YOUR OBJECTIVE:
Leave the pictures out and write out exactly the lines from the top of the entries through the line containing "0 #434343) drop-shadow(-2px".

******

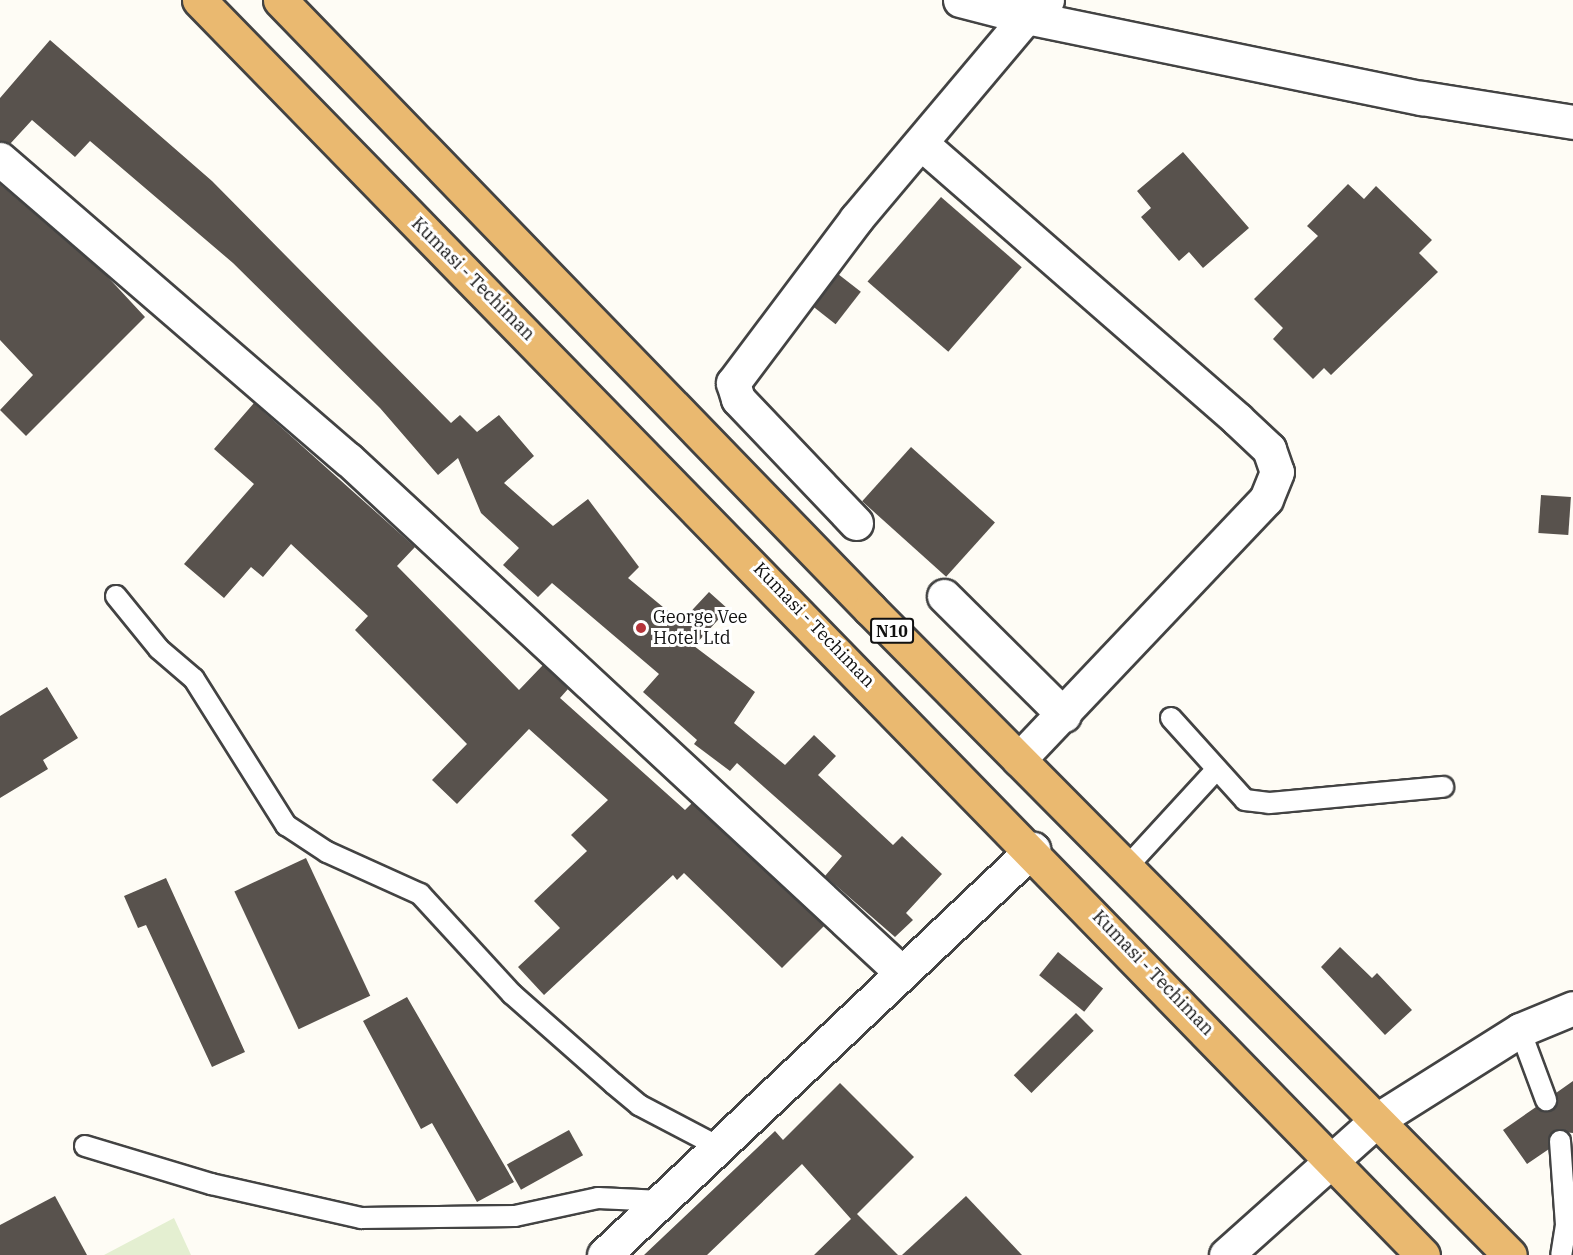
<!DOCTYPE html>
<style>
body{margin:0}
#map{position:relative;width:1573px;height:1255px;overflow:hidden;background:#fefcf5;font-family:"IBM Plex Serif",serif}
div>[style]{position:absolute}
.pitch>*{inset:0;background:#e4efd1}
.building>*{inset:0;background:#58524d;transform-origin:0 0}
.roads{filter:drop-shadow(2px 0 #434343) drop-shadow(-2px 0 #434343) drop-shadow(0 2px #434343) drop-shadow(0 -2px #434343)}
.service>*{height:20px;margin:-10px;padding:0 10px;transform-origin:10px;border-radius:10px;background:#fff}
.minor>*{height:33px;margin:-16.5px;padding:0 16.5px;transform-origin:16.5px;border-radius:16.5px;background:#fff}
.tertiary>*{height:33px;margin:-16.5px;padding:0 16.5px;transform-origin:16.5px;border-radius:16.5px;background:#fff}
.trunk>*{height:33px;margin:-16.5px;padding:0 16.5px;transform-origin:16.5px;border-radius:16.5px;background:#eab970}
.dots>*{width:16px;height:16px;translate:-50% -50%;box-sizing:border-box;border:3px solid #fff;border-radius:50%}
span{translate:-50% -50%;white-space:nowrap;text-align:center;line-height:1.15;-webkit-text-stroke:6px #fff;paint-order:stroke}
.shield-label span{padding:2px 4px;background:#fff;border:2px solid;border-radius:4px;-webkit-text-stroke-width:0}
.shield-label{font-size:16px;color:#101010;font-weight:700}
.street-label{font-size:18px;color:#101010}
.poi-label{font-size:18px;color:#101010}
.left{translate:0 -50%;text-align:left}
</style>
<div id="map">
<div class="pitch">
<div style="clip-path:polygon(174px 1218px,191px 1255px,104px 1255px)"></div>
</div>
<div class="building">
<div style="clip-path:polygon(50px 40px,212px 181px,451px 423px,460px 415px,477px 432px,499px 415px,534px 456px,504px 483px,553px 526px,588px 499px,639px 567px,628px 578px,681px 622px,709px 592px,728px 609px,694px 646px,755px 692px,734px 723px,785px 765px,814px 735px,836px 756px,818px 775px,893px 845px,902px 836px,942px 874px,906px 913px,913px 920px,895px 937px,825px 876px,842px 856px,737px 763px,730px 771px,694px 744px,697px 740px,643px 692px,659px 674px,552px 583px,538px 597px,503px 565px,519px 548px,481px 513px,458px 458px,438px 475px,380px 408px,233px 263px,90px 141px,75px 157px,32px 120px,10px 144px,0 141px,0 98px)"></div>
<div style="clip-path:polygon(1183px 152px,1249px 228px,1203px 268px,1189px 252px,1179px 261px,1141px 217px,1151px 208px,1137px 191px)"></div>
<div style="clip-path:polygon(0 184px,105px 274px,145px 317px,26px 436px,0 410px,33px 375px,0 340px)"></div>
<div style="clip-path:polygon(1348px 184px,1364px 199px,1376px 186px,1432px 240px,1419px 253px,1438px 272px,1331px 375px,1324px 368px,1313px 379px,1273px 339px,1283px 328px,1254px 299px,1318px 236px,1307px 226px)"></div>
<div style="left:941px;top:197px;width:107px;height:112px;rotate:41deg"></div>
<div style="left:838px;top:274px;width:29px;height:41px;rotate:38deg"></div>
<div style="clip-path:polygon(254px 403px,415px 547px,397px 566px,519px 690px,543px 665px,568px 689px,560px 698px,685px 810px,692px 803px,824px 926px,782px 968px,684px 873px,677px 880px,673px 875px,544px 995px,518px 967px,560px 928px,534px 901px,587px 851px,571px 835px,608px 800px,529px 729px,457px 804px,432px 780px,467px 744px,355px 630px,368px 616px,291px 544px,263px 577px,251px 567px,224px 598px,184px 564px,254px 484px,214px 449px)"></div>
<div style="left:911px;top:447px;width:113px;height:73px;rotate:42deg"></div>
<div style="left:1541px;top:495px;width:30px;height:38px;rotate:4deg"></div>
<div style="clip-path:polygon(47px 687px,78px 738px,43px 760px,48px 769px,0 798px,0 716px)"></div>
<div style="left:306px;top:858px;width:152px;height:79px;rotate:65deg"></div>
<div style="clip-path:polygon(166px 878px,245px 1052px,212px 1067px,146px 925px,138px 928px,124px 896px)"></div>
<div style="clip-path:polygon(1340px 947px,1372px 978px,1377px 973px,1412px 1010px,1385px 1035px,1321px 967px)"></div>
<div style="left:1058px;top:952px;width:58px;height:30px;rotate:39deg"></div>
<div style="clip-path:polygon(407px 997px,514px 1182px,477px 1202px,432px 1123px,421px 1129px,363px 1021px)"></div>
<div style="left:1076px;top:1013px;width:25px;height:88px;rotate:45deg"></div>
<div style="clip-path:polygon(1573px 1081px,1573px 1133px,1553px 1131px,1549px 1149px,1527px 1164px,1503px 1130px,1536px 1107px,1551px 1111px,1558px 1103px,1556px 1093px)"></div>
<div style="clip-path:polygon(840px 1083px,914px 1157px,857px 1214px,898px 1255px,814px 1255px,851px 1219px,802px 1164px,707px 1255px,644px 1255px,775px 1131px,783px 1140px)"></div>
<div style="left:569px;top:1130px;width:29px;height:71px;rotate:61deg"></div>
<div style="clip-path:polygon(55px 1196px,87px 1255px,0 1255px,0 1225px)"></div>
<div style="clip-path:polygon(966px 1196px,1022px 1255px,902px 1255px)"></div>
</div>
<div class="roads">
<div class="service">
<div style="left:116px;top:596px;width:68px;rotate:50.9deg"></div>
<div style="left:159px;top:649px;width:46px;rotate:40.6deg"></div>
<div style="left:194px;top:679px;width:173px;rotate:57.8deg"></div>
<div style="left:286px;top:825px;width:49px;rotate:33.4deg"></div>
<div style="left:327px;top:852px;width:102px;rotate:24.3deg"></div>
<div style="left:420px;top:894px;width:136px;rotate:47.4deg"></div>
<div style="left:512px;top:994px;width:136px;rotate:41.4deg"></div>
<div style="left:614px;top:1084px;width:33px;rotate:40deg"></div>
<div style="left:639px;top:1105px;width:90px;rotate:27.7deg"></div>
<div style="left:1171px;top:718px;width:110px;rotate:47.9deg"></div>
<div style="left:1245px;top:800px;width:24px;rotate:7deg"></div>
<div style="left:1269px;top:803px;width:175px;rotate:-5.3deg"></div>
<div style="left:1126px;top:868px;width:133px;rotate:-47.4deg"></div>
<div style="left:1520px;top:1030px;width:75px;rotate:69.6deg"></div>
<div style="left:1560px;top:1141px;width:84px;rotate:85.9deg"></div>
<div style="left:1566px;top:1225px;width:30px;rotate:99deg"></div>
<div style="left:85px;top:1146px;width:132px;rotate:16.8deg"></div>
<div style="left:211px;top:1184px;width:154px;rotate:12.8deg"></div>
<div style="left:361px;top:1218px;width:154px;rotate:-0.7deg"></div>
<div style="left:515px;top:1216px;width:85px;rotate:-12.2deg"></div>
<div style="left:598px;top:1198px;width:64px;rotate:2.7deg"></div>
</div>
<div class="minor">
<div style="left:922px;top:144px;width:418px;rotate:41.1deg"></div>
<div style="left:1237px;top:419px;width:44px;rotate:43.2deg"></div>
<div style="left:1269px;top:449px;width:24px;rotate:71deg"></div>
<div style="left:1277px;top:472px;width:29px;rotate:112deg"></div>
<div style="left:1266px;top:499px;width:359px;rotate:133.5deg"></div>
<div style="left:0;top:159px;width:459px;rotate:40.8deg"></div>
<div style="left:348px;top:459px;width:753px;rotate:42.85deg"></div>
<div style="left:856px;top:523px;width:171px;rotate:-133.6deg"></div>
<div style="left:738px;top:399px;width:17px;rotate:-107deg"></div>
<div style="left:733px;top:383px;width:205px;rotate:-53.1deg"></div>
<div style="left:856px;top:219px;width:264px;rotate:-49.9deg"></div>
<div style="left:1026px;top:17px;width:404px;rotate:11.6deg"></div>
<div style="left:1422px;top:98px;width:153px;rotate:9deg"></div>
<div style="left:944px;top:596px;width:169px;rotate:44.8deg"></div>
<div style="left:604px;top:1255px;width:591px;rotate:-43.42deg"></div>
<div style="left:1226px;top:1255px;width:203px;rotate:-41.8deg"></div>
<div style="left:1377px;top:1120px;width:169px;rotate:-32.2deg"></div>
<div style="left:1520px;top:1030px;width:57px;rotate:-22.5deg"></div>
</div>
<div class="tertiary">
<div style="left:960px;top:0;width:68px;rotate:14.4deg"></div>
<div style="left:1026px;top:17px;width:27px;rotate:-39deg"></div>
</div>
<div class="trunk">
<div style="left:199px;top:0;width:1753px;rotate:45.72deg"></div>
<div style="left:280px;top:0;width:848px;rotate:45.91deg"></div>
<div style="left:870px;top:609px;width:909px;rotate:45.27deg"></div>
</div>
</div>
<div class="dots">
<div style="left:641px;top:628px;background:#b5343a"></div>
</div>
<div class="shield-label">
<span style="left:892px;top:631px">N10</span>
</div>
<div class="street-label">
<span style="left:473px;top:279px;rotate:45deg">Kumasi - Techiman</span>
<span style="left:814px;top:625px;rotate:46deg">Kumasi - Techiman</span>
<span style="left:1153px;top:973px;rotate:46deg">Kumasi - Techiman</span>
</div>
<div class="poi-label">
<span class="left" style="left:653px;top:628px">George Vee<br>Hotel Ltd</span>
</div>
</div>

******

RESULT:
<!DOCTYPE html>
<style>
body{margin:0}
#map{position:relative;width:1573px;height:1255px;overflow:hidden;background:#fefcf5;font-family:"IBM Plex Serif",serif}
div>[style]{position:absolute}
.pitch>*{inset:0;background:#e4efd1}
.building>*{inset:0;background:#58524d;transform-origin:0 0}
.roads{filter:drop-shadow(2px 0 #434343) drop-shadow(-2px 0 #434343) drop-shadow(0 2px #434343) drop-shadow(0 -2px #434343)}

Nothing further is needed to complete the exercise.